Construction workers are NOT the majority of drug overdoses, new study finds.

“Poisonings overwhelmingly involve people who are unemployed, use multiple drugs, and struggle with mental illness,” noted the report from SFU’s Centre for Applied Research in Mental Health and Addictions.

This is “contrary to the 2018 BC Coroners Service report that said: 55 per cent of employed people who died of illicit drug overdoses between 2016 and 2017 worked in the trades and transport industries.

A 2022 study in Ontario calculated only one in 13 (7.7 per cent) of the employed people who died of toxic drug overdose in the province from July 2017 to December 2020 worked in construction and related trades.

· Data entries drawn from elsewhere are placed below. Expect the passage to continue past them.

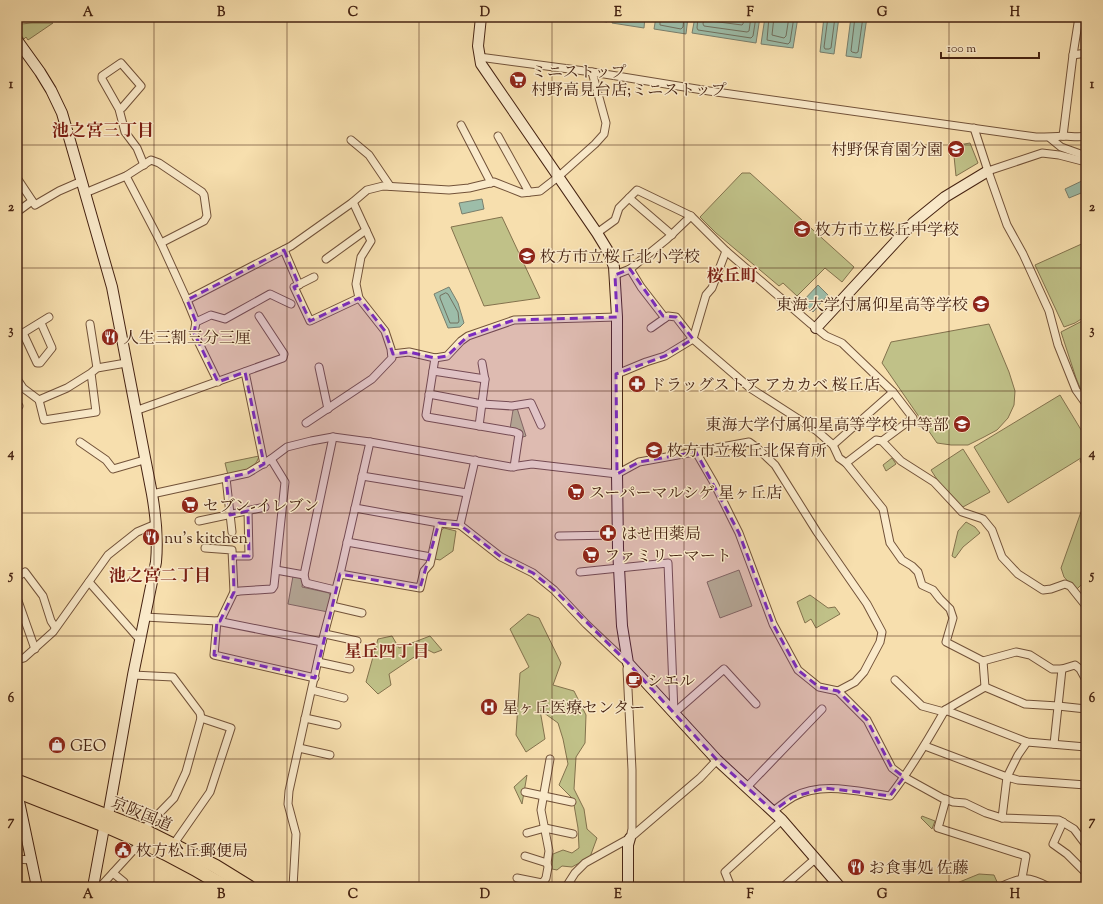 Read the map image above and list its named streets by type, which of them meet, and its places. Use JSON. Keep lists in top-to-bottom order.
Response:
{
  "streets": {
    "highway": ["京阪国道"]
  },
  "districts": [
    "池之宮三丁目",
    "桜丘町",
    "池之宮二丁目",
    "星丘四丁目"
  ],
  "places": {
    "supermarket": [
      "ミニストップ 村野高見台店;ミニストップ",
      "スーパーマルシゲ 星ヶ丘店",
      "セブン-イレブン",
      "ファミリーマート"
    ],
    "school or university": [
      "村野保育園分園",
      "枚方市立桜丘中学校",
      "枚方市立桜丘北小学校",
      "東海大学付属仰星高等学校",
      "東海大学付属仰星高等学校 中等部",
      "枚方市立桜丘北保育所"
    ],
    "restaurant": ["人生三割三分三厘", "nu's kitchen", "お食事処 佐藤"],
    "pharmacy": ["ドラッグストア アカカベ 桜丘店", "はせ田薬局"],
    "cafe": ["シエル"],
    "hospital": ["星ヶ丘医療センター"],
    "shop": ["GEO"],
    "public building": ["枚方松丘郵便局"]
  },
  "scale_bar": "100 m",
  "grid": {
    "columns": [
      "A",
      "B",
      "C",
      "D",
      "E",
      "F",
      "G",
      "H"
    ],
    "rows": [
      "1",
      "2",
      "3",
      "4",
      "5",
      "6",
      "7"
    ]
  }
} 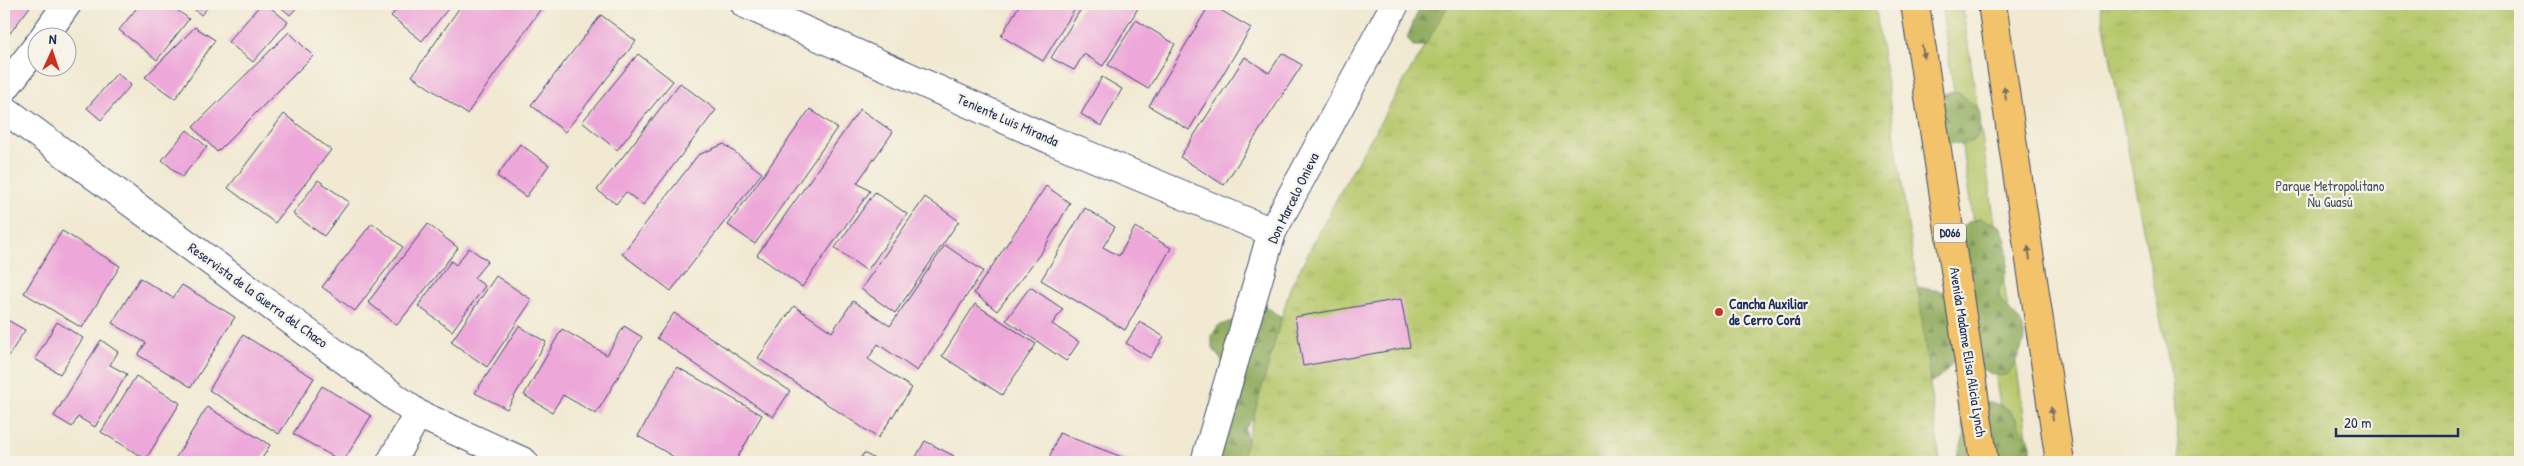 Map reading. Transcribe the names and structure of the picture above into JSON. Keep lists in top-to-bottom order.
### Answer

Addictions researchers at Simon Fraser University argue that the dramatic difference in death rates between the B.C. and Ontario reports lies with a misinterpretation of definition of “employed.”

Using Statistics Canada definitions, the SFU study calculates about seven per cent of the “first-recorded poisonings” in B.C. were of people earning more than $500 in construction-related annual income.

“The narrative of substantial overlap between poisonings and construction appears to be a disservice to the vast majority of those who are at risk of poisoning and diverts attention from more robustly demonstrated safety and health-related risks in the construction sector,” the SFU report said. 

Study data was drawn from online surveys completed by 639 people and interviews of “key informants” from 35 organizations, including IUOE local 115, CIRP, WorkSafeBC, and VICA.”